In 1944, William Faulkner wrote to Malcolm Cowley, "I'm telling the
same story over and over which is myself and the world. That's all
a writer ever does, he tells his own biography in a thousand
different terms."
With these words, Faulkner suggests that what changes in the
course of his prolific novel-writing career is not so much the
content but the style, "the thousand different terms" of his
fiction. The essays in "Faulkner and the Craft of Fiction," first
presented at the 1987 Faulkner and Yoknapatawpha Conference at the
University of Mississippi, focus on Faulkner's narrative
inventiveness, on how Faulkner, like his character Benjy in "The
Sound and the Fury," relentlessly kept "trying to say."
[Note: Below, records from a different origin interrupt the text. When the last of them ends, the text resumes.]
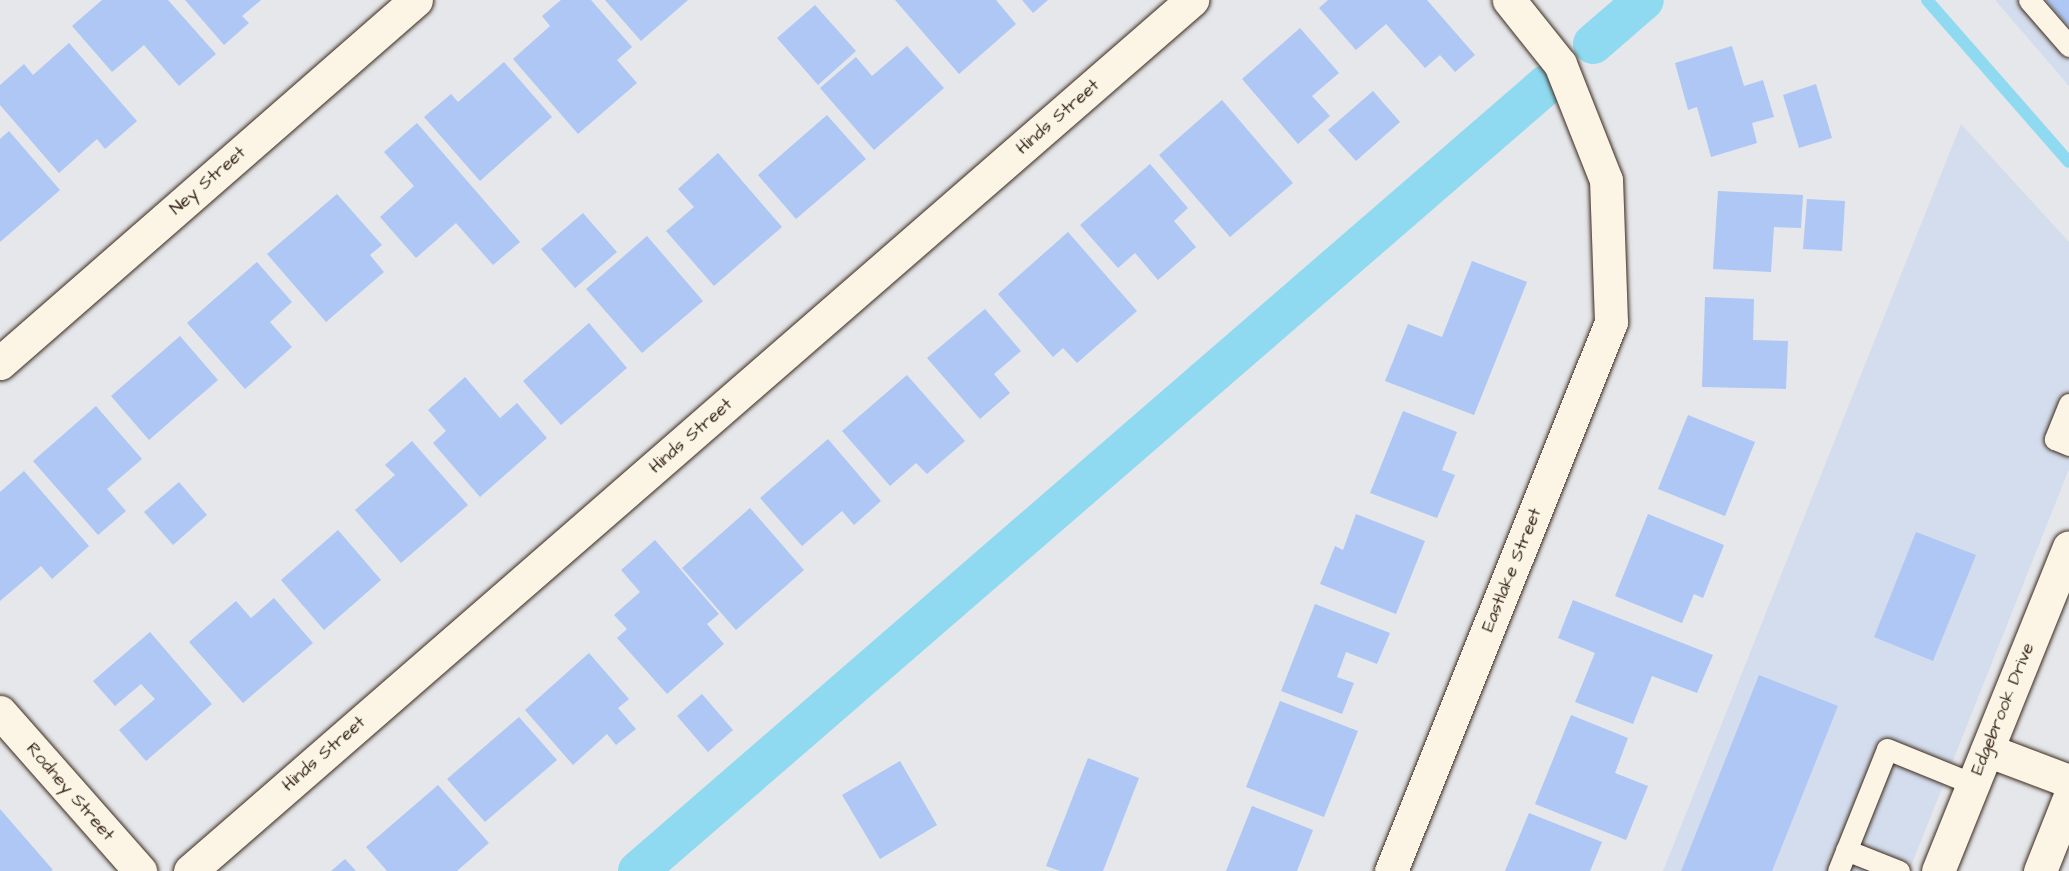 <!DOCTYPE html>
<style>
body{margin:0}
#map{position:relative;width:2069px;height:871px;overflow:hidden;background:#e5e7ea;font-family:"Architects Daughter",sans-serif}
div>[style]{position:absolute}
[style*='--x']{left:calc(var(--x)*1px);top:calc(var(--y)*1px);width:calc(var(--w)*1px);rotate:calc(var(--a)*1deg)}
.built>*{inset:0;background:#d4dded}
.stream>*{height:12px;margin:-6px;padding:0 6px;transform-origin:6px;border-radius:6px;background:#8fdaf0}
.canal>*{height:40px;margin:-20px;padding:0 20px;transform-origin:20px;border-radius:20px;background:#8fdaf0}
.building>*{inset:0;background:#aec7f4}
.roads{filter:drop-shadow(0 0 2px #3b2a1e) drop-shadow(0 0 2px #3b2a1e)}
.lane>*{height:21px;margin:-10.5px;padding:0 10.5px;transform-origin:10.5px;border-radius:10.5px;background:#fcf5e5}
.street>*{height:33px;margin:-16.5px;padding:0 16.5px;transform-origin:16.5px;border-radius:16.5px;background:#fcf5e5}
.secondary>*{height:33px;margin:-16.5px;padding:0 16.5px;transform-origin:16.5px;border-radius:16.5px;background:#fcf5e5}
span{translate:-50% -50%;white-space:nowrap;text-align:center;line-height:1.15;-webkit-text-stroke:5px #fcf5e5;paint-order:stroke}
.street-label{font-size:18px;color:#3b2a1e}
</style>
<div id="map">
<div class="built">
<div style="clip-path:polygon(1995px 0,2069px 0,2069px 86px)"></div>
<div style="clip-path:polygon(1961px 124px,2069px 242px,2069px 469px,1909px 871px,1663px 871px)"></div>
</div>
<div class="stream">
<div style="--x:1927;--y:0;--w:215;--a:48.8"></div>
</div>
<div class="canal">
<div style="--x:1593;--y:44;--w:67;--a:-40.8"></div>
<div style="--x:638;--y:871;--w:1201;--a:-40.88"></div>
</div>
<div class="building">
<div style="clip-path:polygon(102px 0,168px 0,216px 54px,179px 86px,144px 45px,112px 72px,72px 26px)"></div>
<div style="clip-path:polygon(185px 0,261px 0,242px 16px,249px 23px,224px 45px)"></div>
<div style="clip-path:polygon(561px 0,591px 0,632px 47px,617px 60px,637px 83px,578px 134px,513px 59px,550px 26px,542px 16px)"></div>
<div style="clip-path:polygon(605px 0,688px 0,641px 41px)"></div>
<div style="clip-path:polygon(895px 0,996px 0,1016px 24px,959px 74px)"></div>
<div style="clip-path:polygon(1022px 0,1048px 0,1033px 13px)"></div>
<div style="clip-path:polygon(1328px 0,1427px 0,1475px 55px,1455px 72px,1440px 55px,1425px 68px,1386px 24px,1356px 50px,1319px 8px)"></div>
<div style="clip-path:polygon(2046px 0,2069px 0,2069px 26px)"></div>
<div style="clip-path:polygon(815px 5px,856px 51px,818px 85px,777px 38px)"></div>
<div style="clip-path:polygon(1300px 28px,1339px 73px,1312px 96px,1330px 116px,1298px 144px,1242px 79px)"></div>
<div style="clip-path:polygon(69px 43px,137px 121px,105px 149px,97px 139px,59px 173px,0 105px,0 85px,24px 64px,33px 75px)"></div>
<div style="clip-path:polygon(907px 46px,944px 88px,874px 150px,820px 88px,856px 57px,872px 76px)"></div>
<div style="clip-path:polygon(1732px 46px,1744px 86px,1763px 80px,1774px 117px,1752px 123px,1757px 143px,1711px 157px,1697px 107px,1688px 110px,1675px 63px)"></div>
<div style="clip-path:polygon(504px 62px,552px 117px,480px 181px,424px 117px,451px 94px,458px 102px)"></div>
<div style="clip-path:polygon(1816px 84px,1832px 138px,1799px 148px,1783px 95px)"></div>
<div style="clip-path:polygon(1373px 91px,1400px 122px,1356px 161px,1328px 130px)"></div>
<div style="clip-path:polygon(1222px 100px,1293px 183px,1230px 237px,1159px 155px)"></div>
<div style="clip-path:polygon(827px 115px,866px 159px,796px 219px,758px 175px)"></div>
<div style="clip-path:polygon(417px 123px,520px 242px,493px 265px,456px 223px,416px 258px,380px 217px,414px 186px,384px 152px)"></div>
<div style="clip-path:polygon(9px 131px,60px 190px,0 242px,0 139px)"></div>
<div style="clip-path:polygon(718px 153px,782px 227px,714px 286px,666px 231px,694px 207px,678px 189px)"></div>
<div style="clip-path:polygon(1150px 164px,1188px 208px,1174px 221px,1196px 247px,1158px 280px,1135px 253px,1118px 268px,1080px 225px)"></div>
<div style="clip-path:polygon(1718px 191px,1803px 195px,1801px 228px,1774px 227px,1771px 272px,1713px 269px)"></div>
<div style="clip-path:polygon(337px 194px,382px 245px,370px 255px,384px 272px,326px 322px,267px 254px)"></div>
<div style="clip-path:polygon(1807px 199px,1845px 201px,1842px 251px,1803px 249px)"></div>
<div style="clip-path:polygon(583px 213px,617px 252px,575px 288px,541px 249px)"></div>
<div style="clip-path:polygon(1068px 232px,1137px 311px,1077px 363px,1063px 348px,1053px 357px,998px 294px)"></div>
<div style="clip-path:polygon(647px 236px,703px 301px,642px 353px,586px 289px)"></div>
<div style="clip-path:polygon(1472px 261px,1527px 282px,1474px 415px,1385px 381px,1408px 324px,1442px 337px)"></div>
<div style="clip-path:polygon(257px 262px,292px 302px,270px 322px,292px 347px,245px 389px,187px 323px)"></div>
<div style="clip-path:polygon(1705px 297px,1754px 299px,1753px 340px,1788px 341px,1786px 389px,1702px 387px)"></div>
<div style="clip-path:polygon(985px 309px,1021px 351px,994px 374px,1010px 393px,980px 419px,927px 358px)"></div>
<div style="clip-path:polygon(589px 323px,627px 368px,561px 425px,523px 381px)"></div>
<div style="clip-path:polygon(180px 336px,218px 380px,149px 440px,111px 396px)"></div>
<div style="clip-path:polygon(907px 375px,965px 441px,927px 474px,916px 463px,890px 486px,842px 431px)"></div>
<div style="clip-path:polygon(465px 377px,500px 418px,517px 403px,547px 438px,480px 497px,433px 443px,446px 431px,428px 410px)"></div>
<div style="clip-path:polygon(96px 406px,142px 459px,107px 489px,126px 511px,98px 535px,33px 461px)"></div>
<div style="clip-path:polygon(1403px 411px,1457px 432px,1442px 470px,1455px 475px,1437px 518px,1370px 493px)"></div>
<div style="clip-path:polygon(1688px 415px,1755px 442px,1725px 516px,1658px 489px)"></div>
<div style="clip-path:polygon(828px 439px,881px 501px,854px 525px,842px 511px,802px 546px,760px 498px)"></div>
<div style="clip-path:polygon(412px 441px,468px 505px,401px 563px,355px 510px,395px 475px,385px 465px)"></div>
<div style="clip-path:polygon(24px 471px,89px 546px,52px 579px,41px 566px,0 601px,0 492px)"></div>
<div style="clip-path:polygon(179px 482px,207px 515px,173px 545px,144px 512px)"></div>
<div style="clip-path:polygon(750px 508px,804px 570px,736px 630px,682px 568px)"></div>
<div style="clip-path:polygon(1356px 514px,1425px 541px,1396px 614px,1320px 584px,1335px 546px,1343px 550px)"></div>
<div style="clip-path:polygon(1648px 514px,1724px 545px,1703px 598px,1694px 594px,1682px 623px,1615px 596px)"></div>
<div style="clip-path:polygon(338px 530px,381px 580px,324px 630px,281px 580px)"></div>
<div style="clip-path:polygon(1916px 532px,1976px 555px,1933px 661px,1874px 637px)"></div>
<div style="clip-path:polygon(655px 540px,719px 614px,707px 624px,724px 644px,667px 694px,617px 638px,627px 629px,614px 615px,640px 592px,621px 570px)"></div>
<div style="clip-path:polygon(274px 598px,313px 643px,243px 703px,189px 642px,236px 601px,251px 618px)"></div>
<div style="clip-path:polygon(1573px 600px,1713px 655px,1697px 693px,1652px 676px,1633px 724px,1575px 702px,1595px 653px,1558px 638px)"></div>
<div style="clip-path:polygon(1315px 604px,1390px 633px,1377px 664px,1346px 652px,1337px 677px,1354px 683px,1342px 714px,1281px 691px)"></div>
<div style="clip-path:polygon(150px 632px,212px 704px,146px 761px,119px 730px,155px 699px,141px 684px,115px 706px,93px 681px)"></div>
<div style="clip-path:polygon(589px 653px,629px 699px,618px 708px,636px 729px,616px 745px,607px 734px,573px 765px,525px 710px)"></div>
<div style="clip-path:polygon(1759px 675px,1838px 706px,1772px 871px,1681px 871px)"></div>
<div style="clip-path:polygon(702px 694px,733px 730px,708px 752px,677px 716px)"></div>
<div style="clip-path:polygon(1280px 701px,1358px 731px,1324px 817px,1246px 787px)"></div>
<div style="clip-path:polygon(1571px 715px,1628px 738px,1615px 773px,1648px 786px,1626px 840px,1535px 804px)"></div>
<div style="clip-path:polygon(519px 717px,557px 760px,485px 822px,447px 779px)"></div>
<div style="clip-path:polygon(1088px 758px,1139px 778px,1103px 871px,1060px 871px,1046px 866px)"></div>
<div style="clip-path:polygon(900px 761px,937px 825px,880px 859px,842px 795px)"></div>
<div style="clip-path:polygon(438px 785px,489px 843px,457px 871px,387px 871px,366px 847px)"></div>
<div style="clip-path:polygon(1252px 806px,1313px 830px,1297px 871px,1226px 871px)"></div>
<div style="clip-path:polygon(0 809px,53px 870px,51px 871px,0 871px)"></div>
<div style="clip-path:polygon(1529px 813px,1602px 842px,1590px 871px,1505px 871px)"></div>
<div style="clip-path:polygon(345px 859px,356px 871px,331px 871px)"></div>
</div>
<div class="roads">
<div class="lane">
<div style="--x:2029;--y:0;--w:61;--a:49"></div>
<div style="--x:2069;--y:404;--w:38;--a:112"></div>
<div style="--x:2055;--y:439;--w:15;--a:23"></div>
<div style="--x:1846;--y:850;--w:57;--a:21.6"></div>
<div style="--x:1838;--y:871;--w:131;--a:-68.1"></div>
<div style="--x:1887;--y:749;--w:93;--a:22.1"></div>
</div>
<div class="street">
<div style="--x:0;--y:363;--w:552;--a:-41.11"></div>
<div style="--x:0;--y:712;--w:212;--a:48.6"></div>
<div style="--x:190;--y:871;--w:1328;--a:-41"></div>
<div style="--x:1391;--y:871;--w:591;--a:-68.16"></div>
<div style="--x:1611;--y:322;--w:142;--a:-92"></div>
<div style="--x:1606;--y:180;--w:125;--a:-111.6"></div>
<div style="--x:1560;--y:64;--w:82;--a:-128.6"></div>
</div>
<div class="secondary">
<div style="--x:1987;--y:750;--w:88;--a:20.7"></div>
<div style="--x:1938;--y:871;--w:349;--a:-68"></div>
<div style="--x:2040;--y:871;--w:79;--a:-68.3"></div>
</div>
</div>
<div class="street-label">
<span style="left:1058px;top:117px;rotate:-41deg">Hinds Street</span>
<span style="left:208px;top:181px;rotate:-41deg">Ney Street</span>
<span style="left:691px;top:436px;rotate:-41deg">Hinds Street</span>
<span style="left:1512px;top:570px;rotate:-68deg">Eastlake Street</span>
<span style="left:2003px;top:709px;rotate:-68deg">Edgebrook Drive</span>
<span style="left:324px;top:754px;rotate:-41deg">Hinds Street</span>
<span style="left:70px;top:792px;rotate:49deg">Rodney Street</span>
</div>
</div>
The contributors, authorities on Faulkner's narrative, offer a
wide variety of critical approaches to Faulkner's fiction-writing
process. Cleanth Brooks, for example, applies the strategies of New
Criticism to Faulkner's rendering of the heroic and pastoral modes;
Judith L. Sensibar attempts to locate biographical sources for
repeated Faulknerian paradigms; and Philip M. Weinstein draws on
the theories of the Marxist Althusser and the French psychoanalyst
Lacan. The topics examined are similarly wide-ranging.